Data extract START

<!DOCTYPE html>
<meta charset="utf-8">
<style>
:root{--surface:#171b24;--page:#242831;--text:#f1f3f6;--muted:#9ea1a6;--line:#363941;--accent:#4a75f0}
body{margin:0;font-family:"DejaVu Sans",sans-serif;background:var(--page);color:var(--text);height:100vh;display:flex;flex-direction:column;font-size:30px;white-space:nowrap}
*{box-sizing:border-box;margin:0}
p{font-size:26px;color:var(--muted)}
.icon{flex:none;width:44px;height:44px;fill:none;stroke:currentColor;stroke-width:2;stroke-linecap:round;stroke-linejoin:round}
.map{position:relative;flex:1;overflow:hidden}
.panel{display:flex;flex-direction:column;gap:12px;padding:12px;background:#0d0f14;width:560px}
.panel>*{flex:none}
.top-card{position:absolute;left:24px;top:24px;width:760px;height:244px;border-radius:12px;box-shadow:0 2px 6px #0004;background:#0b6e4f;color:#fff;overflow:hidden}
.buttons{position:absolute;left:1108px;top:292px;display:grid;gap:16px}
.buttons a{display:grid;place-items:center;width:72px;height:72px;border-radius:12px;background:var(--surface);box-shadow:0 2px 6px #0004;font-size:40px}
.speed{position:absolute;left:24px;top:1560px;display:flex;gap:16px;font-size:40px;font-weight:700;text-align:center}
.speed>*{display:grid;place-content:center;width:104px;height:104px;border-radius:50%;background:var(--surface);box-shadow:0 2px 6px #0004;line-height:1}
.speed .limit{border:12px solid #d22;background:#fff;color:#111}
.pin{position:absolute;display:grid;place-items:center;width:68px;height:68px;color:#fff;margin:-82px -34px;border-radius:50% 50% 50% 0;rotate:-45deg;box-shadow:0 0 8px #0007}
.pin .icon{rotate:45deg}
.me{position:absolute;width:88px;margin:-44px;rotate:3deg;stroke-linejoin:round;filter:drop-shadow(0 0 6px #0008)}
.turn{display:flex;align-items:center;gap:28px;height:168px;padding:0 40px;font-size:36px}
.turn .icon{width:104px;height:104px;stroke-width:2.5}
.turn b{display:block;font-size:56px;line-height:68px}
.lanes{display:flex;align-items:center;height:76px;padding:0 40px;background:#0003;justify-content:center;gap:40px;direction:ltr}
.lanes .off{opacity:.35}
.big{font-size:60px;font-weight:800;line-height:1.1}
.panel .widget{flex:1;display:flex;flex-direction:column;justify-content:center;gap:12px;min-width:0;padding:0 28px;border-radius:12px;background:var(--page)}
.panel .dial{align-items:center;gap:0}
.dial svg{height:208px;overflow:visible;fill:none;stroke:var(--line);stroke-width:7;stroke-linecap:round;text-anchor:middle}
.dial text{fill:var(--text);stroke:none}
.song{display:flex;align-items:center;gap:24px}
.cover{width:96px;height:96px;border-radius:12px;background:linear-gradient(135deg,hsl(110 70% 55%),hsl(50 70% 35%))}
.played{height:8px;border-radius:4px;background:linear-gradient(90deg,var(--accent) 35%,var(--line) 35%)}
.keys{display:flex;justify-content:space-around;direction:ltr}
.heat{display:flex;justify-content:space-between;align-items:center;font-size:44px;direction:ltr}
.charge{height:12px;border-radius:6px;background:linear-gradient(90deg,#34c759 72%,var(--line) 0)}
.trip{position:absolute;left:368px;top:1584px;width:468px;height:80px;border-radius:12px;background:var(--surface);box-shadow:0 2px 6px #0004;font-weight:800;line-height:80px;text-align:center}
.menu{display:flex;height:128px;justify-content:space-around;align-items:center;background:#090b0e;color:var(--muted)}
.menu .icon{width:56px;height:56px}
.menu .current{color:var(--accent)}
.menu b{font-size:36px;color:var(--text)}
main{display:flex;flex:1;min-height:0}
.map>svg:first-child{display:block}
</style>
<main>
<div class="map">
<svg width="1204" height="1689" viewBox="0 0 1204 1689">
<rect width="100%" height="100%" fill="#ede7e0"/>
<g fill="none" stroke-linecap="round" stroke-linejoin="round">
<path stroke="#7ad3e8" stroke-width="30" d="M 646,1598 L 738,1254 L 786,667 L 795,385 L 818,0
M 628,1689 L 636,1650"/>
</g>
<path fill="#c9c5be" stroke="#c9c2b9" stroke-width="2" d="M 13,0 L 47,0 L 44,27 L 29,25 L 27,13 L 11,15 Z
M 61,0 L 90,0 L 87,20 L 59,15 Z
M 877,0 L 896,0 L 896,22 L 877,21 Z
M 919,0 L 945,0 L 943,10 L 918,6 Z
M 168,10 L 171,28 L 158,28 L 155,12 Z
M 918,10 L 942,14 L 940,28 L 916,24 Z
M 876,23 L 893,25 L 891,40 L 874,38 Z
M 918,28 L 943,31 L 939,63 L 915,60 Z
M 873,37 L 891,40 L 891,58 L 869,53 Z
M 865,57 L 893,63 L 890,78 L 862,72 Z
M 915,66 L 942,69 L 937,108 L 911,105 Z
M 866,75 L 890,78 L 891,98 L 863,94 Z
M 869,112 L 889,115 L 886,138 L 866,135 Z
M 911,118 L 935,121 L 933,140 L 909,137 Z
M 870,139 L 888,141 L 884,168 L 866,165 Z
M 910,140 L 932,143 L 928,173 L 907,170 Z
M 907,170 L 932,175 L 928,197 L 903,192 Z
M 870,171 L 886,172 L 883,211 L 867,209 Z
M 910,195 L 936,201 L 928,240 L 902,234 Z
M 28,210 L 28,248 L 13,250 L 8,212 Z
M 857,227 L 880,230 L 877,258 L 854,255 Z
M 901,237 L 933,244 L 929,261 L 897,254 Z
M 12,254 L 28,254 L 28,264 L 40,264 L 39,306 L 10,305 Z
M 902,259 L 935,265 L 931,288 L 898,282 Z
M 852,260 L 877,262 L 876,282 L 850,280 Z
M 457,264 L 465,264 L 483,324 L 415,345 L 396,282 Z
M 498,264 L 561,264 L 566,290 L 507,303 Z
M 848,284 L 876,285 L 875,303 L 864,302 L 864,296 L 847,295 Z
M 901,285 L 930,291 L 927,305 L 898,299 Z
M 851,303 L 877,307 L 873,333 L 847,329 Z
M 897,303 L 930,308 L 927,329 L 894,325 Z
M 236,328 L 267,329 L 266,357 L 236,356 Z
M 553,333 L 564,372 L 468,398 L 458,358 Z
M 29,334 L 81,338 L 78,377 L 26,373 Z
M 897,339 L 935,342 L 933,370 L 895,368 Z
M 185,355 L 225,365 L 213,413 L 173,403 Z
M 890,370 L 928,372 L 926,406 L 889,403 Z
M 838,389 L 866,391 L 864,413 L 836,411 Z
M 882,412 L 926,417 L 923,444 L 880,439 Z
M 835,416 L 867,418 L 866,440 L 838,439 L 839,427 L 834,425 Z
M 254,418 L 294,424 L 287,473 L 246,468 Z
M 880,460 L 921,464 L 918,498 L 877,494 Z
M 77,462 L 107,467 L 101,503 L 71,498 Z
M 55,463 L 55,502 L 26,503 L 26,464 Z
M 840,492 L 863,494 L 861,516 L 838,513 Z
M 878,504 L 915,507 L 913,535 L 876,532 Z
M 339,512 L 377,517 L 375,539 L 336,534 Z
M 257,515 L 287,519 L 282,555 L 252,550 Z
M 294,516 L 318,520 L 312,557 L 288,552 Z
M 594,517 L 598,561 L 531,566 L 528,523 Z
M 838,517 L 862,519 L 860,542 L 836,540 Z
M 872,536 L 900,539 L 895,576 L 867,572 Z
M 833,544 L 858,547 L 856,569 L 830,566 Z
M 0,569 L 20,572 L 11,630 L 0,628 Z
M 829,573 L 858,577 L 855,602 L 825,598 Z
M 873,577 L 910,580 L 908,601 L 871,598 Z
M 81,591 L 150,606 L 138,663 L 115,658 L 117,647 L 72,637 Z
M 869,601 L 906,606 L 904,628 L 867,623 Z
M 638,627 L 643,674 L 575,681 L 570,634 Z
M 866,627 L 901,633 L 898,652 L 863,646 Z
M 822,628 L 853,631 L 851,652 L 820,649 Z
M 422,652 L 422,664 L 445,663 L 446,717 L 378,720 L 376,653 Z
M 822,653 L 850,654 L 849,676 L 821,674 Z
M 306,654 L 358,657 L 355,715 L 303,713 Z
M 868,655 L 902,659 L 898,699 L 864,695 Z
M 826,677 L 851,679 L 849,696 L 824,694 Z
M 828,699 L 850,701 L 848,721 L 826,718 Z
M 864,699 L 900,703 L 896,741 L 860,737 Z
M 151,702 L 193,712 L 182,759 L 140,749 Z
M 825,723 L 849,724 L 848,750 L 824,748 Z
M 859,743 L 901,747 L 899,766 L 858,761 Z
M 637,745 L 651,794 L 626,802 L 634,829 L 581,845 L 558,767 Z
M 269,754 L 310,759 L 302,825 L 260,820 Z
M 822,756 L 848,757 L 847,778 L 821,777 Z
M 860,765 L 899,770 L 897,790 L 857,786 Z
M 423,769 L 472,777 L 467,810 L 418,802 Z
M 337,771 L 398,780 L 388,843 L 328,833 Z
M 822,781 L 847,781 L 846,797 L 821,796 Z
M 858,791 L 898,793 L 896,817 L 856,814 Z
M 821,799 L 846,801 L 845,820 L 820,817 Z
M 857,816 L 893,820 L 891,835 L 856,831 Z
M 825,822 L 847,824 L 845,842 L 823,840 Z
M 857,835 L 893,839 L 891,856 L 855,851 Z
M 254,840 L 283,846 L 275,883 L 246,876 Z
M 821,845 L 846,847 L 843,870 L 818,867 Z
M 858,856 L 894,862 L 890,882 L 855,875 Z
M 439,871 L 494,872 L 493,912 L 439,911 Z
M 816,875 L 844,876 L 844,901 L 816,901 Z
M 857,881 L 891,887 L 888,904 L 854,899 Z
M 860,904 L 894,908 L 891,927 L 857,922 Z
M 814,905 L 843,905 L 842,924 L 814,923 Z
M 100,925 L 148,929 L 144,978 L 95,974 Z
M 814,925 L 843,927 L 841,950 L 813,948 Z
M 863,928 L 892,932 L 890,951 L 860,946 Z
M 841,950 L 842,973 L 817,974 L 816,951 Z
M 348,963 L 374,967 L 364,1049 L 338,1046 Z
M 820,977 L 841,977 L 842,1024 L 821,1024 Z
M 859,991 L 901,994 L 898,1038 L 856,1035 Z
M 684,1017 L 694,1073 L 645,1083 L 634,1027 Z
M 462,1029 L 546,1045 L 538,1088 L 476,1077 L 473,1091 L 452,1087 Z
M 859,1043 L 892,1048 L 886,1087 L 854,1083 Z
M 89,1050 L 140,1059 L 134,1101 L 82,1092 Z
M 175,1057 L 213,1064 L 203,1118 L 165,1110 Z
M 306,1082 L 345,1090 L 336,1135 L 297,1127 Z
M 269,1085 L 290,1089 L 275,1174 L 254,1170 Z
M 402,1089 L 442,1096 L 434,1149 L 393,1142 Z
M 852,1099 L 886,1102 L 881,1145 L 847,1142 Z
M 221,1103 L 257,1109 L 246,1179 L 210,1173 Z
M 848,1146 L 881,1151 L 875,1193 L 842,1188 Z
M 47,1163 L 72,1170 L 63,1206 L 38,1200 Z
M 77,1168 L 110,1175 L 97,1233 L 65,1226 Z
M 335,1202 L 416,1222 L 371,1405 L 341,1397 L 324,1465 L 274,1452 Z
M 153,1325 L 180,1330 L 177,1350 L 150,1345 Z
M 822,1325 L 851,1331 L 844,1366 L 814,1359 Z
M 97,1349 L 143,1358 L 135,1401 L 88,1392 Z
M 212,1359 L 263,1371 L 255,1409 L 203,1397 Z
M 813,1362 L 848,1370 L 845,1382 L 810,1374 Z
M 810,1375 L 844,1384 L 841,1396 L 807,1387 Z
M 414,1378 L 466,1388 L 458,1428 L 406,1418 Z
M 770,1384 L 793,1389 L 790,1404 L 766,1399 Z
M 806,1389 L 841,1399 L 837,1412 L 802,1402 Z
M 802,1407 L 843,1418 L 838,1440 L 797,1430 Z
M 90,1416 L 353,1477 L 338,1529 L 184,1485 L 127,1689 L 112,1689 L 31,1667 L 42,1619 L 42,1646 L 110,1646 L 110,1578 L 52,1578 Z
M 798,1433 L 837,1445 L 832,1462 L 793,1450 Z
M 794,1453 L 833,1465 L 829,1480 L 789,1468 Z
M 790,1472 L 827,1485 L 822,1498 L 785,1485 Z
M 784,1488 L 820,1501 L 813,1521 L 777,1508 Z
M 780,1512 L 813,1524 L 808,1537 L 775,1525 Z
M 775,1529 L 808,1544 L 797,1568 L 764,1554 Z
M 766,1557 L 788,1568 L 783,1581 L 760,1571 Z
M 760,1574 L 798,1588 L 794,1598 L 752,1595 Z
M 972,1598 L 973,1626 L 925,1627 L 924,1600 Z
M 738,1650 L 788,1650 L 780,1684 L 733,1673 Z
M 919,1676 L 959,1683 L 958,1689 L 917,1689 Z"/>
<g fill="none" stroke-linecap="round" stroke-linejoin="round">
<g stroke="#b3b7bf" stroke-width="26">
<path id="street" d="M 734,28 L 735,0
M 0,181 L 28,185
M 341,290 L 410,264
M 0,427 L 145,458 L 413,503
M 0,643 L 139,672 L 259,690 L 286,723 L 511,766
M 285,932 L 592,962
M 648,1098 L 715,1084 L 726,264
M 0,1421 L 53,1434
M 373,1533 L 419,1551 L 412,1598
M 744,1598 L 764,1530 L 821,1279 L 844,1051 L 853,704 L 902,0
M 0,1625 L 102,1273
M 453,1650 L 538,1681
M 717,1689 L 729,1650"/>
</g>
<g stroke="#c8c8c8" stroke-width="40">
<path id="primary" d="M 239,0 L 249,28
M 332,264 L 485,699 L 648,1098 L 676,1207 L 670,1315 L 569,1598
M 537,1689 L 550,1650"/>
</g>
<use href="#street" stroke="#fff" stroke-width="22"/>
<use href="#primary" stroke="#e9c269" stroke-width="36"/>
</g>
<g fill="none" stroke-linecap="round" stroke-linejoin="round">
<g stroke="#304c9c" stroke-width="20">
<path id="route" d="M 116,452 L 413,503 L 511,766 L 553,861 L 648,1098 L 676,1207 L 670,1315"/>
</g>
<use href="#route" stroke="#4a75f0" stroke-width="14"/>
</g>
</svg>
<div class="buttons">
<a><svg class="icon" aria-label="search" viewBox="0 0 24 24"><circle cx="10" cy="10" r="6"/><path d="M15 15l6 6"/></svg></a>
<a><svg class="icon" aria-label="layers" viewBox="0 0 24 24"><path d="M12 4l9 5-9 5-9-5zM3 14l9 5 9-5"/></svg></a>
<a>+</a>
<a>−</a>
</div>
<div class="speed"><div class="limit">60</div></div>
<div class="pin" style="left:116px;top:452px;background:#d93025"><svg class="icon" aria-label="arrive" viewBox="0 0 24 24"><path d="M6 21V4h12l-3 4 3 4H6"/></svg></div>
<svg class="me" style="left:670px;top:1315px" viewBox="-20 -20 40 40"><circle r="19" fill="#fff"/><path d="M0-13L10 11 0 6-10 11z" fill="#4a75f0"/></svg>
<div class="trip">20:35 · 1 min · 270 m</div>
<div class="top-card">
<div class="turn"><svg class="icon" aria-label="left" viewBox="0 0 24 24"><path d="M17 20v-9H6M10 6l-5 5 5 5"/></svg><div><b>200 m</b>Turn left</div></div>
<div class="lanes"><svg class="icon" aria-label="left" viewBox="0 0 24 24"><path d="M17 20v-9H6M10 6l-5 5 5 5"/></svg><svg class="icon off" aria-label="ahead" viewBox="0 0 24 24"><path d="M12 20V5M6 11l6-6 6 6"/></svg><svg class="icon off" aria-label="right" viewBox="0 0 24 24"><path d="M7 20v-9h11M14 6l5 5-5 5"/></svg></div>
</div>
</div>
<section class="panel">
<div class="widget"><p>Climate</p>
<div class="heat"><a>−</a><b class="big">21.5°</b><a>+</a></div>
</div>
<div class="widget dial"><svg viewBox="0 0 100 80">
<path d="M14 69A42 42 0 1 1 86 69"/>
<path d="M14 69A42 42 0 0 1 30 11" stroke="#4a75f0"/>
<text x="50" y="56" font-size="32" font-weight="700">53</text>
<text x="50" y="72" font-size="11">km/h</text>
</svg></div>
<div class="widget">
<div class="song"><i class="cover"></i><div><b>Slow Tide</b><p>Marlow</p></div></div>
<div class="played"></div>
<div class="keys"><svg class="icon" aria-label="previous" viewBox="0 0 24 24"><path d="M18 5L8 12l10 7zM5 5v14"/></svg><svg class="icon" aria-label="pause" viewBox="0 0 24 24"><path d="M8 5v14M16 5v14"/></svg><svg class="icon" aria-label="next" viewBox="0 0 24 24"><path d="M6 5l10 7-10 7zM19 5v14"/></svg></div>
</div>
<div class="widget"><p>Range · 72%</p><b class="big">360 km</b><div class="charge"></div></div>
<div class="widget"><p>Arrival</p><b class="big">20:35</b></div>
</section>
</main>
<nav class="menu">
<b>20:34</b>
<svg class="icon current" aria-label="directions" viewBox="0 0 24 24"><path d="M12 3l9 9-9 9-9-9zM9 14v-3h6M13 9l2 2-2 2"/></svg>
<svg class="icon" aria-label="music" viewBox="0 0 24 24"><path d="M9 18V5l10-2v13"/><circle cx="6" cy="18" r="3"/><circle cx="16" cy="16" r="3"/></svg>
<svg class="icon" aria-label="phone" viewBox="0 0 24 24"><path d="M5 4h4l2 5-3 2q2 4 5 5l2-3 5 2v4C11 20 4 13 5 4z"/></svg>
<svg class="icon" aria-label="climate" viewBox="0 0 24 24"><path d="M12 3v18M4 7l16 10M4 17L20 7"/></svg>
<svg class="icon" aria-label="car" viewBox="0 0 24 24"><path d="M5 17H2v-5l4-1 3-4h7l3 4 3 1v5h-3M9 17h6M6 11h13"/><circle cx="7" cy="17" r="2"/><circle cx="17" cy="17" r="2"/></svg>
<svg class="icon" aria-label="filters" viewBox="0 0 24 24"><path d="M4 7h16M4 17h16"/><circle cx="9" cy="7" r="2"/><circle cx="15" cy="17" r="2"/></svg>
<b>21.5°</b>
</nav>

Data extract END

The problem: Search the entries for the word "played", then list each line that holds it.

Task solution:
.played{height:8px;border-radius:4px;background:linear-gradient(90deg,var(--accent) 35%,var(--line) 35%)}
<div class="played"></div>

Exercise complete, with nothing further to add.